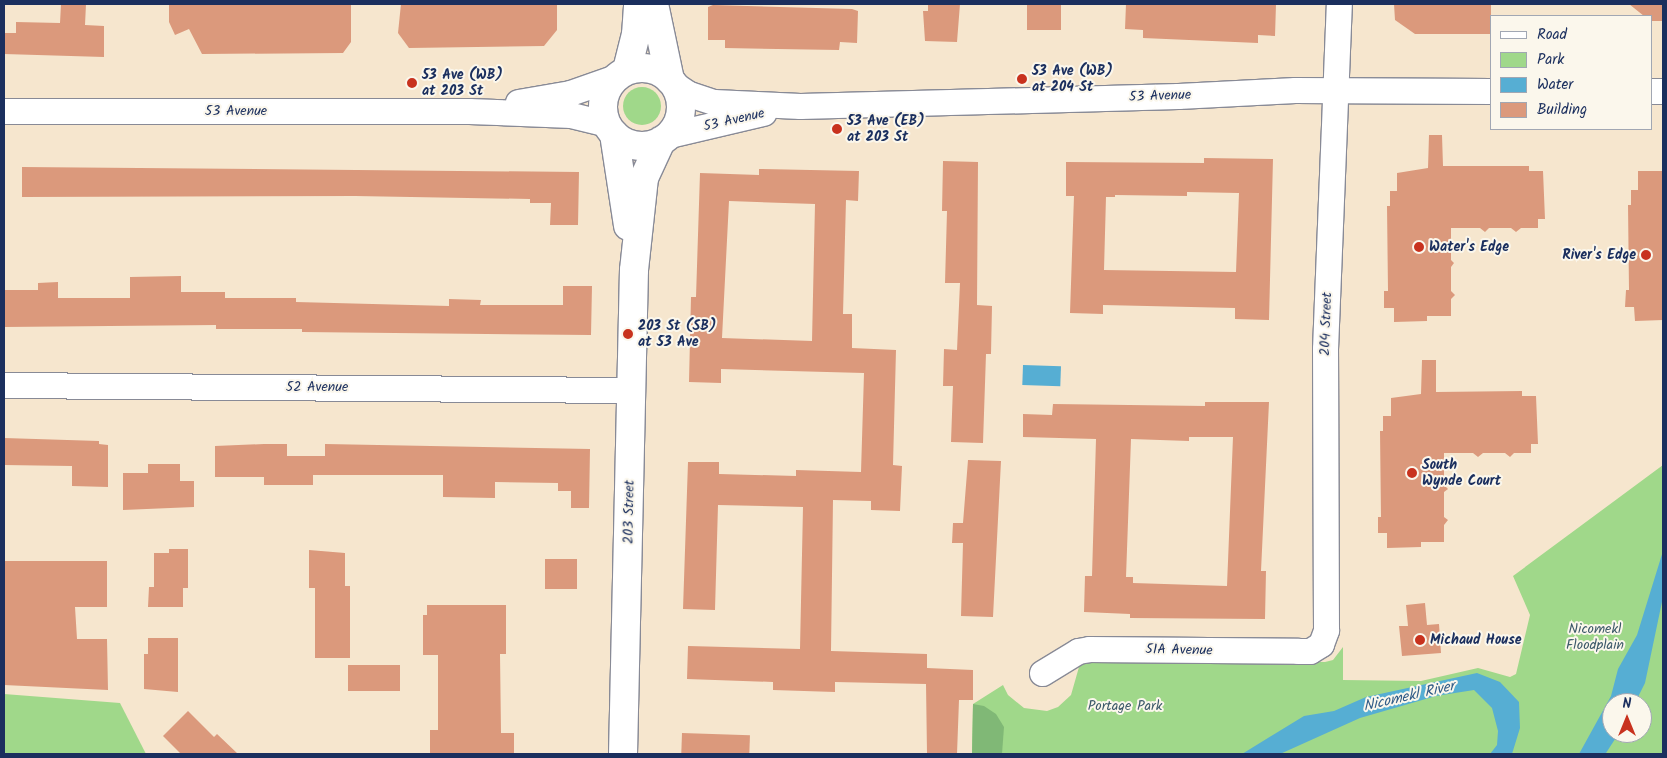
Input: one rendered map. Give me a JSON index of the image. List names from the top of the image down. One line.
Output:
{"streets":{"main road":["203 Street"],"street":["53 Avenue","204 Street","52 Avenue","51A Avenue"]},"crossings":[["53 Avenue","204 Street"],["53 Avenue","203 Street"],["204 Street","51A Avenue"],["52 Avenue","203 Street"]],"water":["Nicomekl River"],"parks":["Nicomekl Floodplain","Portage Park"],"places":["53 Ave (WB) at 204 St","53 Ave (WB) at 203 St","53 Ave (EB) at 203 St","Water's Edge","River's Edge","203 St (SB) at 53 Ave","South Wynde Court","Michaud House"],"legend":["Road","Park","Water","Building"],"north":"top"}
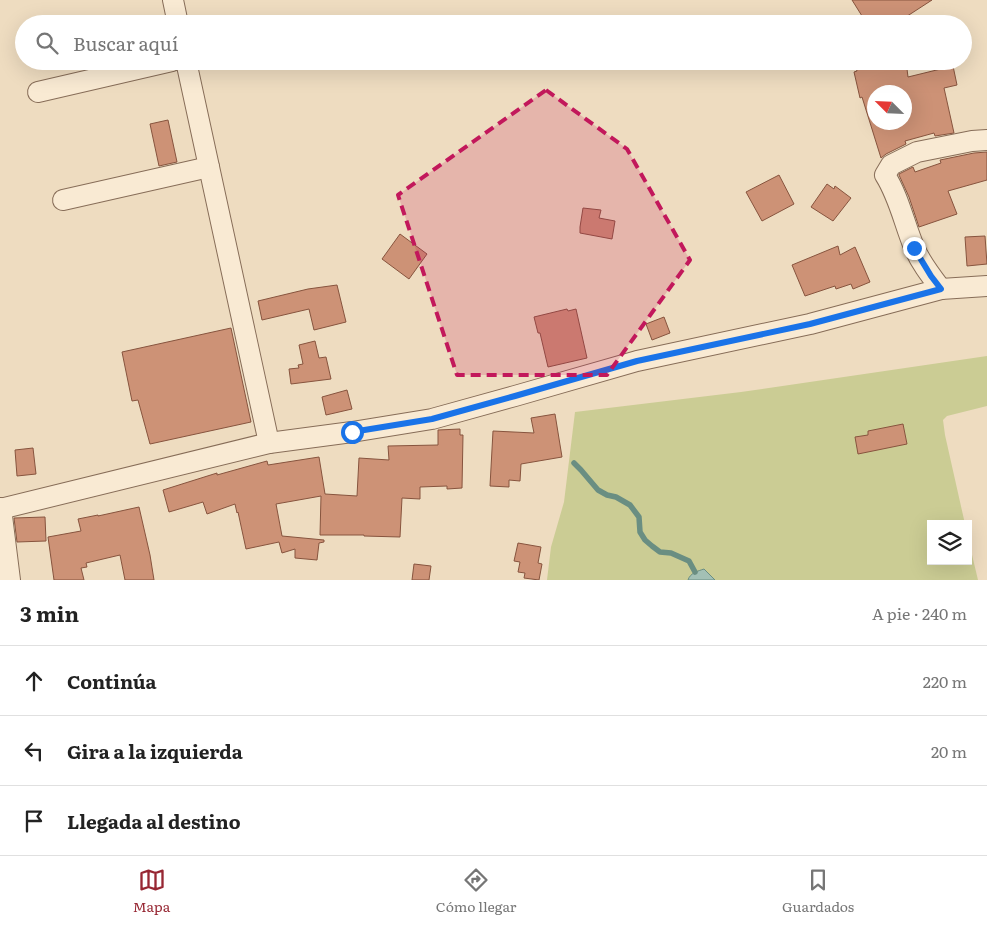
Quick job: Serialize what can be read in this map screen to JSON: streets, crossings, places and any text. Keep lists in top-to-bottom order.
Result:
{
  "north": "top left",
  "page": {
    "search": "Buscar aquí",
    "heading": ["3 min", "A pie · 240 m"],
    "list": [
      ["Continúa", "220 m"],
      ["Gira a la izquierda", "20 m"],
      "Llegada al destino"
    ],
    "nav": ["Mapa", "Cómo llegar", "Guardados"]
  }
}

* * *

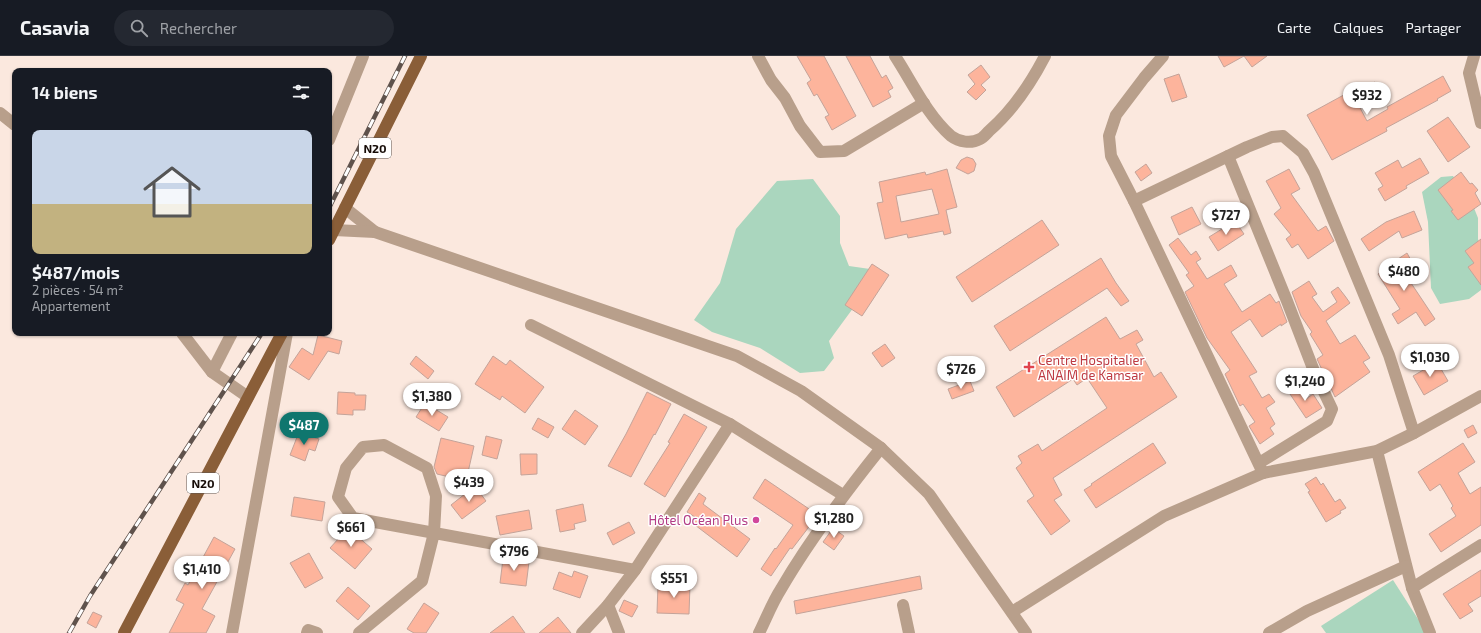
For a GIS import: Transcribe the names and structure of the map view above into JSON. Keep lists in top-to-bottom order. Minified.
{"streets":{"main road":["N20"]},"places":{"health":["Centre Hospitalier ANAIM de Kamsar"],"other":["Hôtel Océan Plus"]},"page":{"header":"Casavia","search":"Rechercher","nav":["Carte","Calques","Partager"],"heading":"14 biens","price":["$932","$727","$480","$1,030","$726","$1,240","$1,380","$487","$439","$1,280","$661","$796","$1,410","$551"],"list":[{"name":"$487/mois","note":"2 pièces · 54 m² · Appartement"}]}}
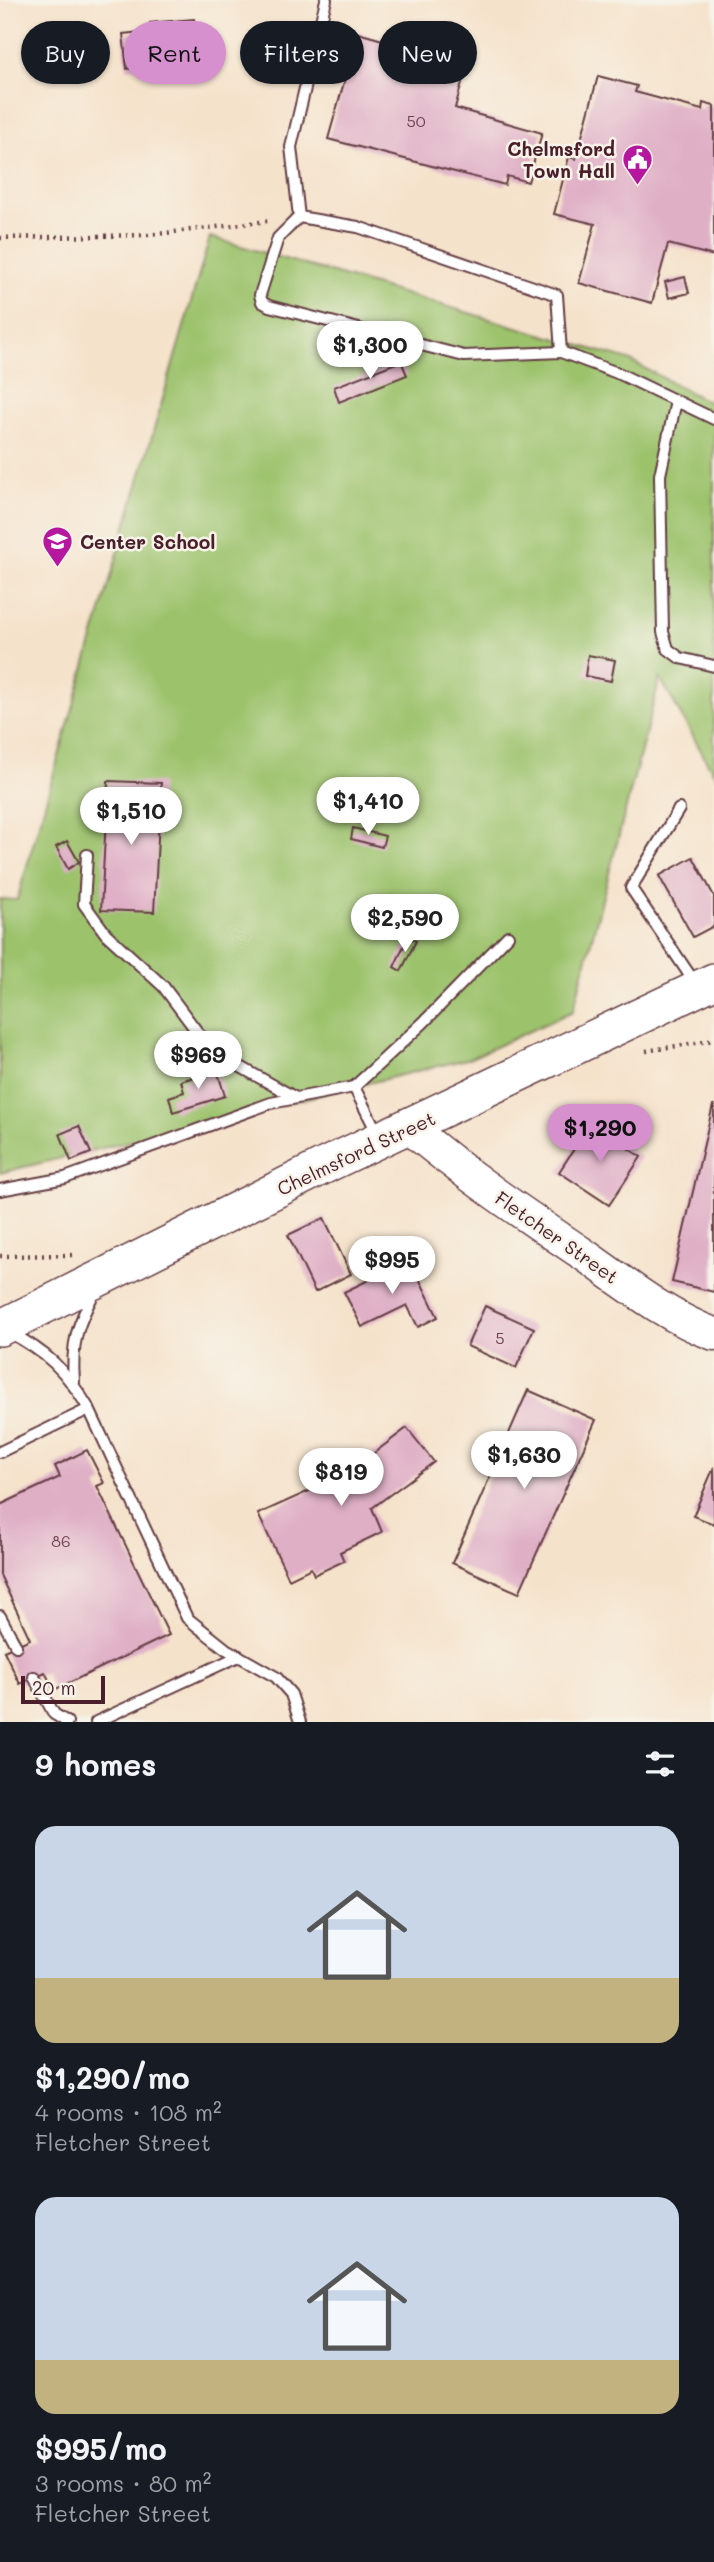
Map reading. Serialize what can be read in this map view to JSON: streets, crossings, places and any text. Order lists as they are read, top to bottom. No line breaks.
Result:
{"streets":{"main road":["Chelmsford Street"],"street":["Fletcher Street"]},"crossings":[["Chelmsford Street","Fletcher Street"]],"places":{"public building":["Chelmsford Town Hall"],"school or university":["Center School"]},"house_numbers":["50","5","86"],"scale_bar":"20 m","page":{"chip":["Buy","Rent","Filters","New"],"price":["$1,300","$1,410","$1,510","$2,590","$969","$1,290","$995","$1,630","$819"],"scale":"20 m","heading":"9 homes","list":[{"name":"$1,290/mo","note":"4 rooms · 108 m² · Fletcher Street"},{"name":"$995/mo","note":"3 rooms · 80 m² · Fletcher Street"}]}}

### WORK ORDER
Read through the lines above and collect those that contain the string "this".

### COMPLETED EXERCISE
Quick job: Serialize what can be read in this map screen to JSON: streets, crossings, places and any text. Keep lists in top-to-bottom order.
Map reading. Serialize what can be read in this map view to JSON: streets, crossings, places and any text. Order lists as they are read, top to bottom. No line breaks.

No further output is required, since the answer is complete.